I'm testing with ES 2.3.5. My tests show that the pattern analyzer does not respect the max_token_length value.
First I try the standard analyzer.
POST /_analyze
{
"analyzer": "standard",
"text": "xxxxxxxxxxxxxxxxxxxxxxxxxxxxxxxxxxxxxxxxxxxxxxxxxxxxxxxxxxxxxxxxxxxxxxxxxxxxxxxxxxxxxxxxxxxxxxxxxxxxxxxxxxxxxxxxxxxxxxxxxxxxxxxxxxxxxxxxxxxxxxxxxxxxxxxxxxxxxxxxxxxxxxxxxxxxxxxxxxxxxxxxxxxxxxxxxxxxxxxxxxxxxxxxxxxxxxxxxxxxxxxxxxxxxxxxxxxxxxxxxxxxxxxxxxxxxxxyyyyyyyyyyyyyyyyyyyyyyyyyyyyyyyyyyyyyyyy"
}
In the result I see the default 255 char max_token_length value applied.
{
"tokens": [
{
"token": "xxxxxxxxxxxxxxxxxxxxxxxxxxxxxxxxxxxxxxxxxxxxxxxxxxxxxxxxxxxxxxxxxxxxxxxxxxxxxxxxxxxxxxxxxxxxxxxxxxxxxxxxxxxxxxxxxxxxxxxxxxxxxxxxxxxxxxxxxxxxxxxxxxxxxxxxxxxxxxxxxxxxxxxxxxxxxxxxxxxxxxxxxxxxxxxxxxxxxxxxxxxxxxxxxxxxxxxxxxxxxxxxxxxxxxxxxxxxxxxxxxxxxxxxxxxxxxx",
"start_offset": 0,
"end_offset": 255,
"type": "<ALPHANUM>",
"position": 0
},
{
"token": "yyyyyyyyyyyyyyyyyyyyyyyyyyyyyyyyyyyyyyyy",
"start_offset": 255,
"end_offset": 295,
"type": "<ALPHANUM>",
"position": 1
}
]
}
I try the same thing with the pattern analyzer.
POST /_analyze
{
"analyzer": "pattern",
"text": "xxxxxxxxxxxxxxxxxxxxxxxxxxxxxxxxxxxxxxxxxxxxxxxxxxxxxxxxxxxxxxxxxxxxxxxxxxxxxxxxxxxxxxxxxxxxxxxxxxxxxxxxxxxxxxxxxxxxxxxxxxxxxxxxxxxxxxxxxxxxxxxxxxxxxxxxxxxxxxxxxxxxxxxxxxxxxxxxxxxxxxxxxxxxxxxxxxxxxxxxxxxxxxxxxxxxxxxxxxxxxxxxxxxxxxxxxxxxxxxxxxxxxxxxxxxxxxxyyyyyyyyyyyyyyyyyyyyyyyyyyyyyyyyyyyyyyyy"
}
The result is one token longer than the 255 character limit.
{
"tokens": [
{
"token": "xxxxxxxxxxxxxxxxxxxxxxxxxxxxxxxxxxxxxxxxxxxxxxxxxxxxxxxxxxxxxxxxxxxxxxxxxxxxxxxxxxxxxxxxxxxxxxxxxxxxxxxxxxxxxxxxxxxxxxxxxxxxxxxxxxxxxxxxxxxxxxxxxxxxxxxxxxxxxxxxxxxxxxxxxxxxxxxxxxxxxxxxxxxxxxxxxxxxxxxxxxxxxxxxxxxxxxxxxxxxxxxxxxxxxxxxxxxxxxxxxxxxxxxxxxxxxxxyyyyyyyyyyyyyyyyyyyyyyyyyyyyyyyyyyyyyyyy",
"start_offset": 0,
"end_offset": 295,
"type": "word",
"position": 0
}
]
}
I see similar failure when I explicitly set max_token_length or when I try to use my own pattern analyzers and tokenizers with a max_token_length value.
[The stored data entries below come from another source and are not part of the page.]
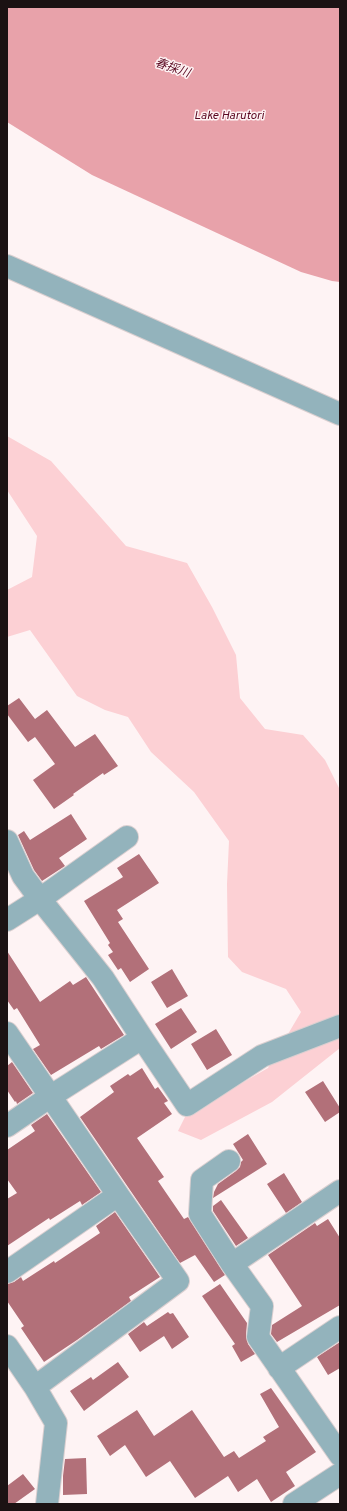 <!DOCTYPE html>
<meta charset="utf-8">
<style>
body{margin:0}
#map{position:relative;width:347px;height:1511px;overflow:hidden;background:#fef3f4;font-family:Overpass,sans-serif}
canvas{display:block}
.frame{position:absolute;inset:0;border:8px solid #1b1213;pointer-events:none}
</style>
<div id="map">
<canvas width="347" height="1511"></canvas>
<div class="frame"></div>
</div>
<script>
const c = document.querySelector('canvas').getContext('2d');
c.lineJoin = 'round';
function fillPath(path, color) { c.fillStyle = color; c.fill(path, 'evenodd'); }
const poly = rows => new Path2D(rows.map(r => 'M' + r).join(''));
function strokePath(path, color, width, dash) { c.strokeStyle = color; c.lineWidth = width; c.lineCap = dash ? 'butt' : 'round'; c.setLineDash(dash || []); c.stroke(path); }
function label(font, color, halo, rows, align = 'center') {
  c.font = font + ' Overpass,"Noto Sans JP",sans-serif'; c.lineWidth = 3; c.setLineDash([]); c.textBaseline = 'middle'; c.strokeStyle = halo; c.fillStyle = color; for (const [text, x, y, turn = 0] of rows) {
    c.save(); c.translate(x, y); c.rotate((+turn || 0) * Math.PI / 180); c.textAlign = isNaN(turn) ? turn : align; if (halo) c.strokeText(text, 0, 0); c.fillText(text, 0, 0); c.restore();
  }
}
fillPath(poly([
 [7,436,51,461,126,546,187,563,212,607,236,655,240,698,265,729,303,735,325,760,340,790,340,1048,272,1102,201,1140,178,1131,186,1115,268,1068,301,1012,286,989,242,972,228,957,227,884,229,841,194,792,151,752,128,717,105,710,77,696,30,630,7,637,7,590,32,577,37,536,7,490]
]), '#fcd0d4');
fillPath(poly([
 [7,7,340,7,340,282,332,281,301,272,92,175,7,122]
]), '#e8a2aa');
fillPath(poly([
 [19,698,35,719,47,710,75,747,95,734,118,766,104,775,103,773,73,794,74,795,54,809,33,780,55,764,35,737,28,742,7,714,7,706],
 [71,814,87,839,59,858,65,866,42,881,34,870,18,835,24,831,30,840],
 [139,854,159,883,117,910,123,919,118,922,149,969,130,982,121,968,118,970,108,955,113,952,108,945,110,943,84,901,123,877,117,868],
 [7,951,40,1002,70,981,73,985,86,977,124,1035,101,1049,99,1046,51,1075,33,1049,40,1045,17,1008,14,1010,7,1000],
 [172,969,188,996,167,1008,151,982],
 [181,1008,197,1032,171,1049,155,1024],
 [216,1029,232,1055,207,1070,191,1044],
 [12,1062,33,1093,17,1104,16,1101,15,1102,7,1090,7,1066],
 [142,1068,155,1089,158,1087,168,1101,164,1103,172,1114,137,1138,164,1177,158,1181,184,1219,188,1217,225,1275,214,1282,195,1255,180,1263,80,1117,114,1092,110,1086,128,1074,130,1076],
 [323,1081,340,1108,340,1112,325,1122,305,1092],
 [47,1114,101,1192,82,1205,80,1201,50,1220,49,1218,7,1246,7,1199,17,1193,7,1179,7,1150,35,1131,31,1125],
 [248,1134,267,1164,213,1198,214,1192,218,1184,236,1171,240,1167,241,1162,243,1160,233,1144],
 [284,1173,302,1202,286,1213,267,1184],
 [221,1200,248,1238,236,1246,213,1211,213,1206],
 [115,1212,160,1277,129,1297,131,1301,77,1340,44,1362,21,1328,24,1326,7,1301,7,1284,14,1282,21,1277,23,1281,54,1261,55,1263,100,1233,96,1226],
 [328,1219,340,1238,340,1305,277,1342,271,1334,272,1325,302,1306,268,1255,315,1223,317,1226],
 [220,1284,247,1323,246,1335,248,1344,255,1354,241,1362,232,1346,235,1344,202,1296],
 [168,1312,170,1314,173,1313,189,1337,172,1349,164,1336,140,1352,128,1334,144,1322,147,1326],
 [340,1342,340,1368,328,1375,317,1357],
 [118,1362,129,1377,84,1411,70,1391,91,1377,93,1380],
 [271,1388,316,1452,286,1472,295,1486,271,1502,257,1479,238,1492,228,1476,195,1498,170,1461,146,1477,125,1445,110,1456,97,1436,137,1410,154,1436,192,1410,224,1457,234,1451,239,1458,266,1441,263,1437,279,1427,260,1394],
 [86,1458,87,1494,63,1495,63,1476,65,1459],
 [23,1474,35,1489,14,1504,7,1504,7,1486]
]), '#b27079');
const minor = poly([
 [7,266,340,414],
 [7,841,23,876,40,899,103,978,142,1038,187,1105,262,1056,340,1026],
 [7,920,40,899,127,837],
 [7,1033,118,1195,7,1272],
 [7,1126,51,1096,142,1038],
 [229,1161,202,1180,200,1214,232,1264,262,1306,258,1337,340,1455],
 [232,1264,340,1191],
 [7,1346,35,1387,56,1423,47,1504],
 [279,1368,340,1327],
 [35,1387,178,1281,118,1195],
 [294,1504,340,1474]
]);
strokePath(minor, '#dacfd0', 24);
strokePath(minor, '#93b3bc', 22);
label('italic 12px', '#5a0720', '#fef3f4', [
 ["春採川",172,69,19],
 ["Lake Harutori",229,117]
]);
</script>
The big problem I'm trying to solve is some of my not_analyzed data has values of length greater than 32,766 characters. This triggers a Lucene error because I get terms greater than the Lucene max length (as well discussed on Stackoverflow UTF-8 Encoding Longer Than Max). I still want some search and sort capability on these long field values, even if it is not perfect.